We have lost many of our friends to dating apps like Tinder, which induce compulsive swiping as a source of pleasure. After a while, most of our conversations were about the different people met through these platforms and how good or bad of a match he/she was. GPA started being mistaken for the number of matches found. We desperately wanted to save our friends from this pit of madness but not completely take away their means of connecting with amazing people. This is why we came up with Tinder++.
ENTER TINDER++: Our app automates the swiping based on preferences in the person's personality AND looks, saving countless hours of precious time and resulting in matches that are mostly correct.
What it does
We scrape the user profiles, one at a time. Upon scraping a stranger's profile, we check their bio for keywords that the user has specified. For example, let's say the bio says "I like football" and the keyword is "Football". Here, a match will occur and Tinder++ will judge the person . Our bio text analysis uses machine learning and hence is aware of negative sentences and does not perform mere matching of text, instead it takes into account whether the person actually has an affinity for the keyword. This feature allows unlimited keywords to be used, specified with positive/negative preference.
We also scrape the person's image, run our ethnicity algorithm and face matching algorithm. Our ethnicity algorithm specifies preferred ethnicity of a person as this is sometimes a useful feature for finding people for cultural events. We trained our model on LFW dataset, that gives us three ethnic categories["White", "Black", "Asian"] and two genders. Kindly do not that our app does not mean to offend anyone and is merely a filterer for specific occasions. Our face matching algorithm compares the face of the person to a pre-desired face(a celebrity perhaps) and approves the person based on the similarity.

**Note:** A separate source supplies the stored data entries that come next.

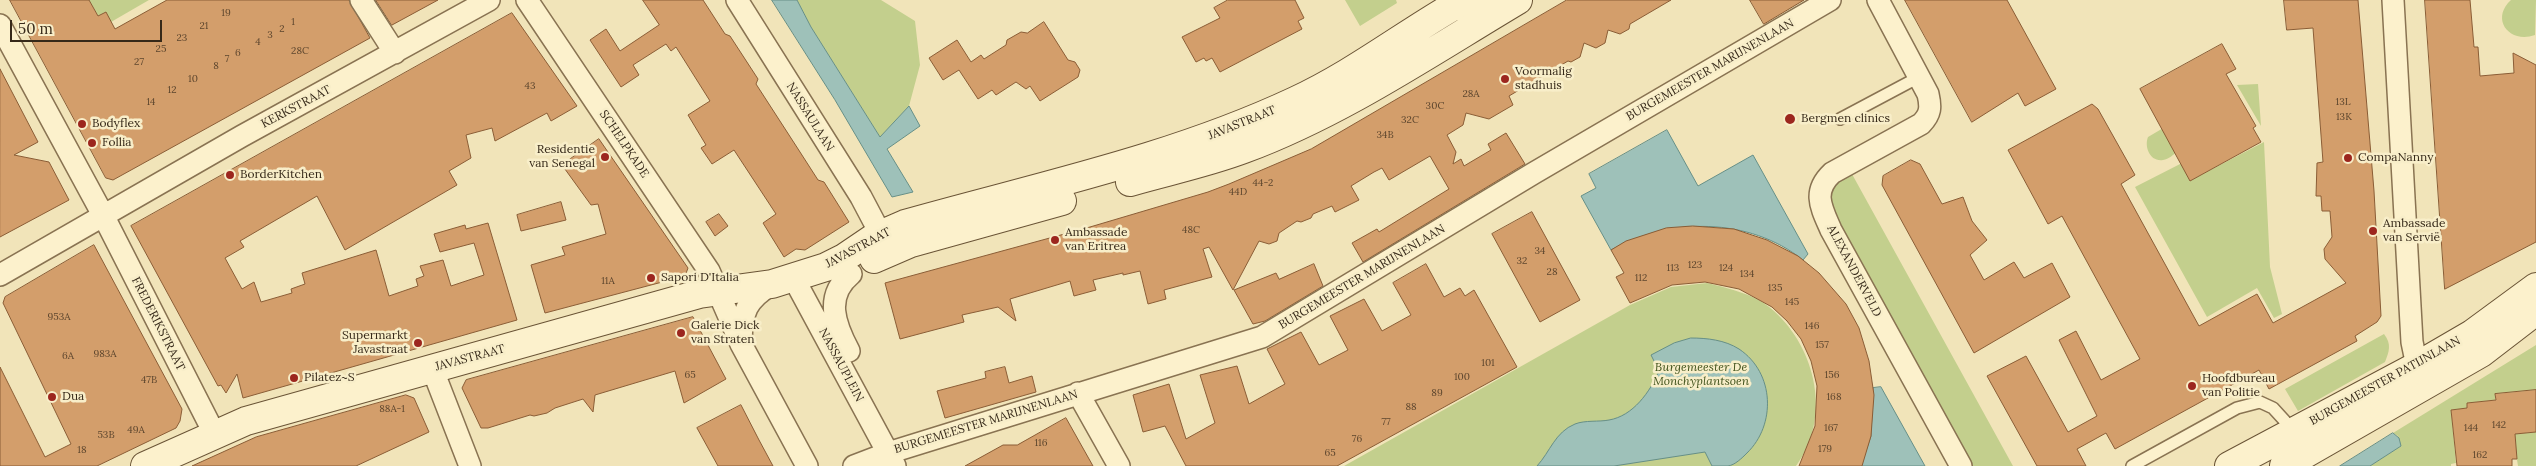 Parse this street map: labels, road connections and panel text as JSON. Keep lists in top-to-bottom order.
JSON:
{
  "streets": {
    "street": [
      "BURGEMEESTER MARIJNENLAAN",
      "KERKSTRAAT",
      "NASSAULAAN",
      "JAVASTRAAT",
      "SCHELPKADE",
      "ALEXANDERVELD",
      "FREDERIKSTRAAT",
      "NASSAUPLEIN",
      "BURGEMEESTER PATIJNLAAN"
    ]
  },
  "crossings": [
    ["BURGEMEESTER MARIJNENLAAN", "NASSAUPLEIN"],
    ["KERKSTRAAT", "FREDERIKSTRAAT"],
    ["NASSAULAAN", "JAVASTRAAT"],
    ["JAVASTRAAT", "SCHELPKADE"],
    ["JAVASTRAAT", "FREDERIKSTRAAT"],
    ["JAVASTRAAT", "NASSAUPLEIN"]
  ],
  "parks": ["Burgemeester De Monchyplantsoen"],
  "places": [
    "Voormalig stadhuis",
    "Bergmen clinics",
    "Bodyflex",
    "Follia",
    "Residentie van Senegal",
    "CompaNanny",
    "BorderKitchen",
    "Ambassade van Servië",
    "Ambassade van Eritrea",
    "Sapori D'Italia",
    "Galerie Dick van Straten",
    "Supermarkt Javastraat",
    "Pilatez~S",
    "Hoofdbureau van Politie",
    "Dua"
  ],
  "house_numbers": [
    "19",
    "1",
    "21",
    "2",
    "3",
    "23",
    "4",
    "25",
    "28C",
    "6",
    "7",
    "27",
    "8",
    "10",
    "43",
    "12",
    "28A",
    "14",
    "13L",
    "30C",
    "13K",
    "32C",
    "34B",
    "44-2",
    "44D",
    "48C",
    "34",
    "32",
    "123",
    "113",
    "124",
    "28",
    "134",
    "112",
    "11A",
    "135",
    "145",
    "953A",
    "146",
    "157",
    "983A",
    "6A",
    "101",
    "65",
    "156",
    "100",
    "47B",
    "89",
    "168",
    "88",
    "88A-1",
    "77",
    "142",
    "167",
    "144",
    "49A",
    "53B",
    "76",
    "116",
    "179",
    "18",
    "65",
    "162"
  ],
  "scale_bar": "50 m"
}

We hope that this app would not only help people find their matches on tinder, but also saves them hours of time the comprises of mind numbing swiping and starting into a screen. This way, we not only get to meet interesting people, but also let the computer do the work, while we indulge in productive work.
How we built it
We used node.js for the server alongside express js that hosted a miniature simulation of Tinder for demo purposes. We chose to make our own simulation rather than actual Tinder to not go through unnecessary profiles while showcasing the demo, despite it being harder to create a simulation.
We used Python for our AI side of things. We used a simple Multi Layer Perceptron (MLP) Classifier to predict gender and ethnicity. This can further be improved by using a dynamic learning rate, more layers , dropouts etc. However it does a phenomenal job for our task and is also quite fast. We use nltk to perform sentiment analysis on the bio of the stranger. This is also extremely quick, making our process a smooth one overall.
Challenges we ran into
Training the MLP was difficult due to inconsistencies in dataset, combined with slow processing power of laptops. Finding a suitable model was also a tough process as Neural Networks do not show us how they learn and are very abstract. Speed was also a key factor. Since we are dealing with a lot fo input output, a small error could crash the program. Hence we had to arm ourselves with Try/Except blocks that plaster all the possible cracks, ensuring a smooth and seamless experience for our users.
Coordinating between the frontend and the backend was tricky as changes kept happening and had to be communicated synchronously.
Face matching was also a tricky feature to implement as there is no standard metric to define similarity between features. Hence we compare the HAAR CASCADE features of the two faces and measure the similarity.
Accomplishments that we're proud of
We have successfully managed to create a functional front end design, a robust and fast backend that provides accuracy combined with personalisation, leading to a straightforward and genuinely useful experience. This issue of spending too much time on Tinder is a major one plaguing University Students and as such, we really felt the need to solve this problem. Upon surveying our product amongst peers, we were thrilled to see the positive response and most people could relate to the problem that we are solving. We also managed to train an entire MLP in a 24 hr period, implement an accurate sentiment analysis tool and automate swiping using Selenium.
What we learned
We gained a deeper understanding of AI and Machine Learning, alongside fundamental knowledge of full stack development. We made countless errors and mistakes while working on this project, though in the end, every debugging instance led to a greater understanding of what we were doing and an incredible level of satisfaction. Each of our team members worked on various features and merging them was a tricky task. To handle this we worked collaboratively on Github which gave us a greater understanding of Git and how to better use it to our advantage in a collaborative setting.
What's next for Tinder++
In the future, we hope to release Tinder++ as a chrome extension to allow users to login into their Tinder accounts on Google Chrome and activate Tinder++ to automatically swipe for them on Tinder so they can continue to perform other tasks while Tinder++ continues to swipe profiles on their browser in the background. A chrome extension would make Tinder++ more accessible for users thereby making it easier for them to user.